Assignment —
Lift every line from the entries that includes the word "content".

Source data —
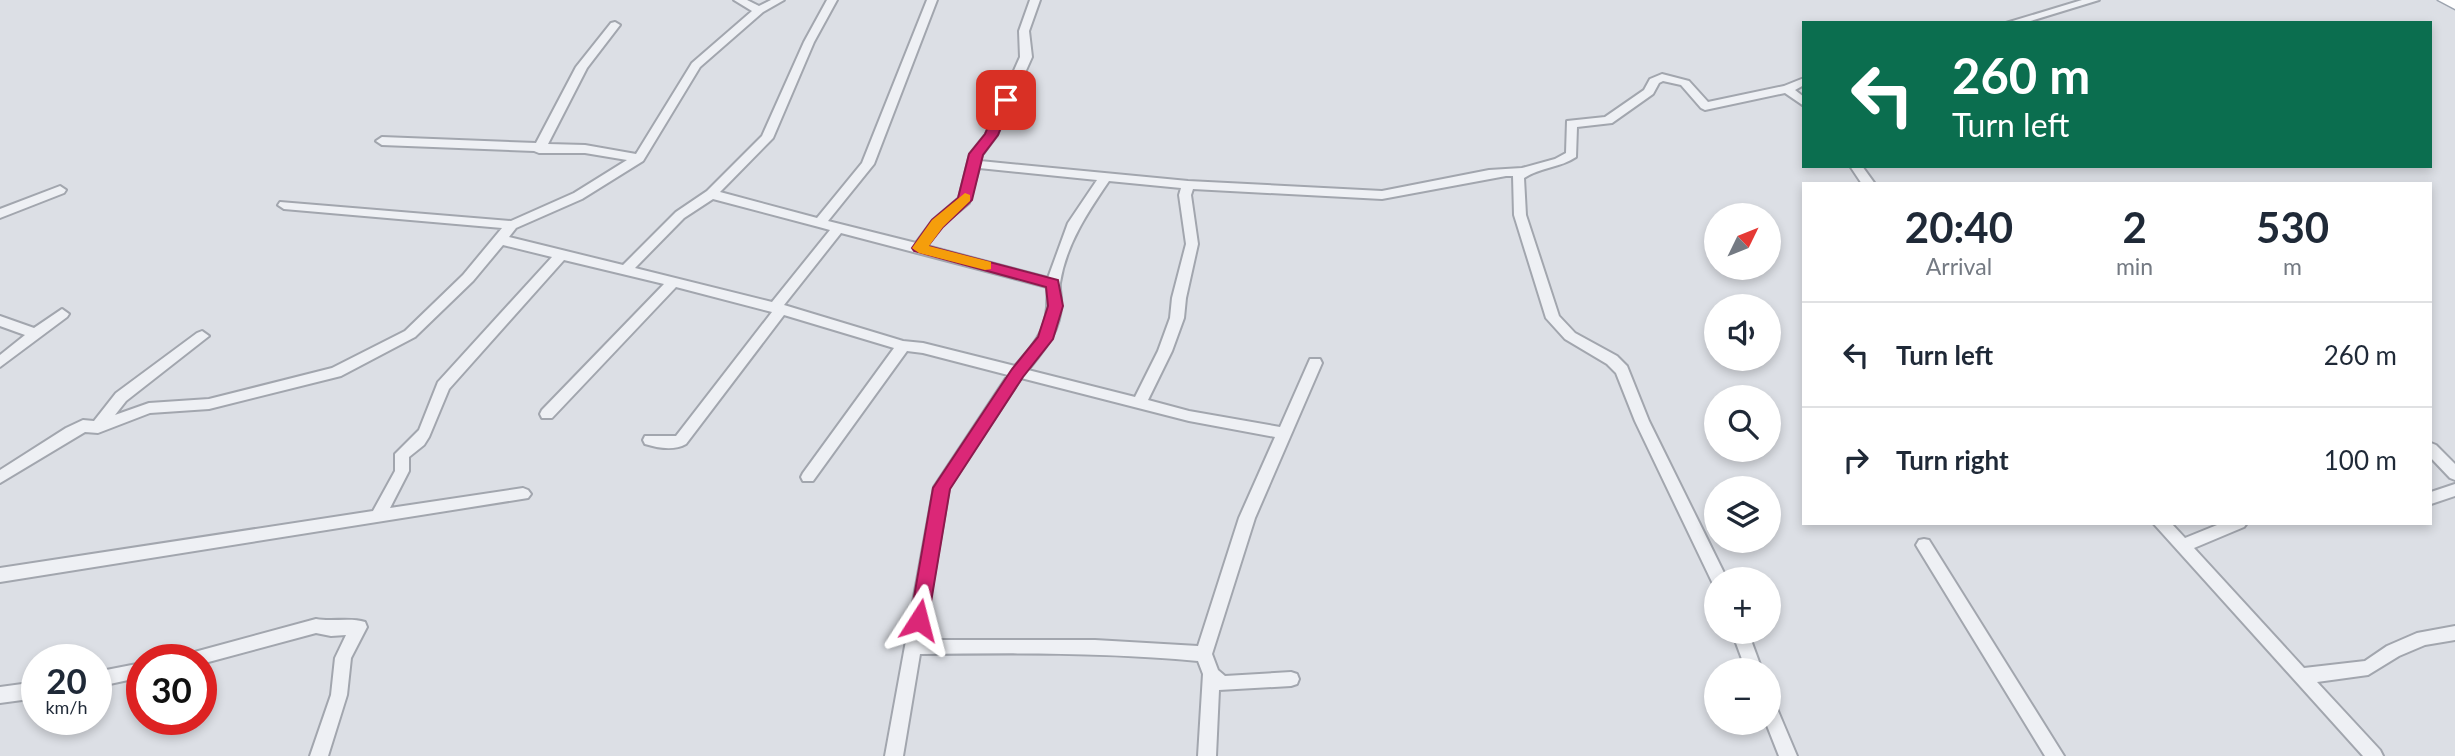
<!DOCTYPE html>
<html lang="en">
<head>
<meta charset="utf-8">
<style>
	body { margin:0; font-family:Lato,sans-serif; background:#f2f2f3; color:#1f2937; height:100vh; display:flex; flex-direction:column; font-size:26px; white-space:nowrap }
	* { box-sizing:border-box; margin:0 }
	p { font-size:23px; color:#747a83 }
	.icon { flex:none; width:38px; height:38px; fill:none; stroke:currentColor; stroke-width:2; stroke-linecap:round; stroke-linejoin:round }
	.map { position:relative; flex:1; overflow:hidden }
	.details { position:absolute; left:1802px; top:182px; width:630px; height:343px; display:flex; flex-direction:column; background:#fff; border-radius:0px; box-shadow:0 4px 10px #0003 }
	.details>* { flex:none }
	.banner { position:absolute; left:1802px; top:21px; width:630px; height:147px; border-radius:0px; box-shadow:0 4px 10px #0003; background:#0b6e4f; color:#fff; overflow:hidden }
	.needle { width:46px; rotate:47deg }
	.controls { position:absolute; left:1704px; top:203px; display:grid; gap:14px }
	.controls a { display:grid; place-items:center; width:77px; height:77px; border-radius:50%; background:#fff; box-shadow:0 4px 10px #0003; font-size:35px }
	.speed { position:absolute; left:21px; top:644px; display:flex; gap:14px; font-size:35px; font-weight:700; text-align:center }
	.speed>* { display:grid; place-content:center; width:91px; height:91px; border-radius:50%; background:#fff; box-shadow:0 4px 10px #0003; line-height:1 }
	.speed small { font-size:18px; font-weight:400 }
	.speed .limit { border:10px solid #d22; background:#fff; color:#111 }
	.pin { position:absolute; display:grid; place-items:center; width:60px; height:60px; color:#fff; margin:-30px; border-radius:14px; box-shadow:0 4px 10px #0006 }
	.me { position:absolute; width:77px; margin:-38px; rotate:9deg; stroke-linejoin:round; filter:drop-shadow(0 0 5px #0008) }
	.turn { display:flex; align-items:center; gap:24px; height:147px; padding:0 35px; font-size:32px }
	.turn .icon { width:91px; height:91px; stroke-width:2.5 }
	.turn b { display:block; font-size:49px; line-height:60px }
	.eta { display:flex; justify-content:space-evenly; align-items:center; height:119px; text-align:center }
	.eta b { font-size:42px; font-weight:700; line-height:49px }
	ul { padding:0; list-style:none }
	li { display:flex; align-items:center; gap:21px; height:105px; padding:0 35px; border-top:2px solid #e0e1e3 }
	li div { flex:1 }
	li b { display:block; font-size:26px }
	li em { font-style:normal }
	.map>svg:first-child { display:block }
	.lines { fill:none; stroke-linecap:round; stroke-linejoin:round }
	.minor-casing { stroke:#a2a6ae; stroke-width:4 }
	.primary-casing { stroke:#9da4af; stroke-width:3 }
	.minor { fill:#eef0f4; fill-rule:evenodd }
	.primary { fill:#fff; fill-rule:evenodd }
	.route { fill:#db2777; stroke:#8e194d; stroke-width:2 }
	.slow { fill:#f59e0b }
</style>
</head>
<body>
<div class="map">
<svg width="2455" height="756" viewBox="0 0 2455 756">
	<rect width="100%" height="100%" fill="#dcdfe5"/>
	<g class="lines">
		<defs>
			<path id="minor" d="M734 0H747L759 6 771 0H784L763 12 700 67 643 161 582 199 516 228 509 237 623 265 676 212 707 191 762 136 804 42 827 0H837L814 42 773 138 720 192 817 218 862 163 927 0H937L874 164 828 221 916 243 933 220 959 198 970 154 986 134 1020 57 1019 31 1030 0H1040L1029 31 1032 57 997 135 982 155 980 161 1188 181 1382 191 1489 170 1522 168 1555 159 1566 153 1567 121 1605 117 1644 90 1650 79 1662 74 1689 81 1708 102 1784 86 1804 78V85L1795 90 1804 97V106L1785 93 1705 110 1701 108 1681 85 1663 81 1659 83 1653 94 1612 123 1577 127 1576 157C1560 168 1540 167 1524 178L1526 215 1559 316 1575 333 1617 356 1627 366 1649 421 1727 579H1717V585L1713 584 1635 421 1616 373 1607 364 1565 339 1546 318 1514 215 1513 176H1506L1382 199 1193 189 1191 195 1198 244 1186 298 1184 318 1172 351 1148 400 1189 411 1280 427 1310 359H1320L1322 363 1255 518 1212 654 1218 670 1225 676 1291 672 1297 674 1299 679 1297 684 1291 686 1219 690 1216 756H1198L1203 674 1198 661C1106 652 1013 653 920 654L903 756H885L934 487 1008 375 923 353 907 351 813 481H803L801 477 803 473 894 348 784 315 686 444C674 451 658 448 645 444L643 440 645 436H676L772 312 676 287 552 418H542L540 414 542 410 664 284 564 260 449 389 429 437 424 445 409 457V471L390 508 523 488 528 490 531 494 528 498 0 582V568L373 511 395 471V454L419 430 438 382 552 257 503 245 473 281 415 337 341 376 209 409 150 413 98 433 85 432 0 483V470L66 428 83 420 94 421 116 393 197 333 202 331 209 336 126 401 115 415 149 403 209 399 332 368 405 331 463 275 502 228 284 209 278 205 280 202 511 221 574 193 627 160 585 153H539L534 151 382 145 376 141 382 137 536 143 576 67 611 23 615 22 620 25 587 68 548 144 585 145 636 154 692 63 752 11ZM979 168 1097 180 1068 223 1048 278 927 246 941 226 969 203ZM1109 181 1181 188 1179 195 1186 244 1172 298 1170 318 1158 351 1135 397 1028 370C1044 350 1061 331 1061 304 1062 297 1059 290 1060 283 1066 244 1088 212 1109 181ZM713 199 819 227 830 230 772 302 635 268 684 218ZM841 233 1047 287C1050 326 1039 338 1015 366L923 343 903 341 784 305ZM1021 378 1189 421 1275 437 1239 518 1198 646 1095 640H923L949 488Z
				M2082 0H2099L2024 23H2006Z
				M1850 166H1862L1875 184H1862Z
				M60 186 66 190 64 193 0 218V209Z
				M62 309 69 314 67 317 0 367V355L25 335 0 326V316L34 328Z
				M2431 443 2436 445 2455 464V480L2450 478 2431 458Z
				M2455 484V496L2431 504V492Z
				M2153 523H2171L2185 538 2222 523H2247L2244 527 2194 548 2304 668 2365 661 2387 646 2417 633 2455 626V640L2425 645 2399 656 2368 675 2317 682 2380 750 2383 756H2363Z
				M1924 539 1929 540 2064 756H2045L1919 550 1916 545 1919 540Z
				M316 619C332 622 351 617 365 622L367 627 351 658 347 695 328 756H310L331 695 335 658 346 635 331 636 316 633 201 664V660H183L185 655 191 653Z
				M1732 632H1748L1762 670H1746Z
				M142 663V677L96 687V672Z
				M37 682V698L0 703V687Z
				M1769 701 1775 704 1797 756H1779L1766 723H1769Z"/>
			<path id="primary" d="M2438 0H2455V9Z"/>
		</defs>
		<use href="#minor" class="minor-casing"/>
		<use href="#primary" class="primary-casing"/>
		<use href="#minor" class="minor"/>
		<use href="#primary" class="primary"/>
	</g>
	<path class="route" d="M1001 97 1012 100 998 135 983 155 972 200 943 227 928 246 1058 280 1063 306 1053 339 1023 377 950 489 928 620 926 626H913L910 620 933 488 1012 369 1038 337 1048 306 1046 287 914 251 912 248 932 220 958 198 969 154 985 134Z"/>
	<path class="slow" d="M965 193 970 195V201L943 227 929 246 991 262V269L985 270 919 253 912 248 932 220Z"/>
</svg>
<div class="controls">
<a><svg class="needle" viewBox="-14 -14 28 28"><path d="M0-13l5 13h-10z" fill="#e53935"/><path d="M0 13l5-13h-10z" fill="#747a83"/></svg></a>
<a><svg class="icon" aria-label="sound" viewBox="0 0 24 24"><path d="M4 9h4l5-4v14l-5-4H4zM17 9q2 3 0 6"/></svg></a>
<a><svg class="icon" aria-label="search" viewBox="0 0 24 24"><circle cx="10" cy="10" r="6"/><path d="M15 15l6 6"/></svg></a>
<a><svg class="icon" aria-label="layers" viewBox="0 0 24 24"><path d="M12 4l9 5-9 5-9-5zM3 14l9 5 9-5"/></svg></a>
<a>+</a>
<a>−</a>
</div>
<div class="speed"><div>20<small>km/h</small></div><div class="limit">30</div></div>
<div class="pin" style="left:1006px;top:100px;background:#d93025"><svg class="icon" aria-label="arrive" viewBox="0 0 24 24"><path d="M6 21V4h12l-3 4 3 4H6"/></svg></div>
<svg class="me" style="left:919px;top:620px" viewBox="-20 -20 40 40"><path d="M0-17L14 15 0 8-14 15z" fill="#db2777" stroke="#fff" stroke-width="4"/></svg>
<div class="banner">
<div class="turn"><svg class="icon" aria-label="left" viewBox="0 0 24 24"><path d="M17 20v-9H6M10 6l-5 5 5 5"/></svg><div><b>260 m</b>Turn left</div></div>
</div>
<section class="details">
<div class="eta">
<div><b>20:40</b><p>Arrival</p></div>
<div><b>2</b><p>min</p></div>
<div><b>530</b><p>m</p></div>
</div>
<ul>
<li><svg class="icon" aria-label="left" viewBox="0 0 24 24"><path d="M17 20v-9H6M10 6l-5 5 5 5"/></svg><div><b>Turn left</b></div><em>260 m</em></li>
<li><svg class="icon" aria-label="right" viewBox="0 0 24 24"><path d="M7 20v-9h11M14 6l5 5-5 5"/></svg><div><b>Turn right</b></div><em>100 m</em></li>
</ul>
</section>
</div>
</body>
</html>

Output —
	.speed>* { display:grid; place-content:center; width:91px; height:91px; border-radius:50%; background:#fff; box-shadow:0 4px 10px #0003; line-height:1 }
	.eta { display:flex; justify-content:space-evenly; align-items:center; height:119px; text-align:center }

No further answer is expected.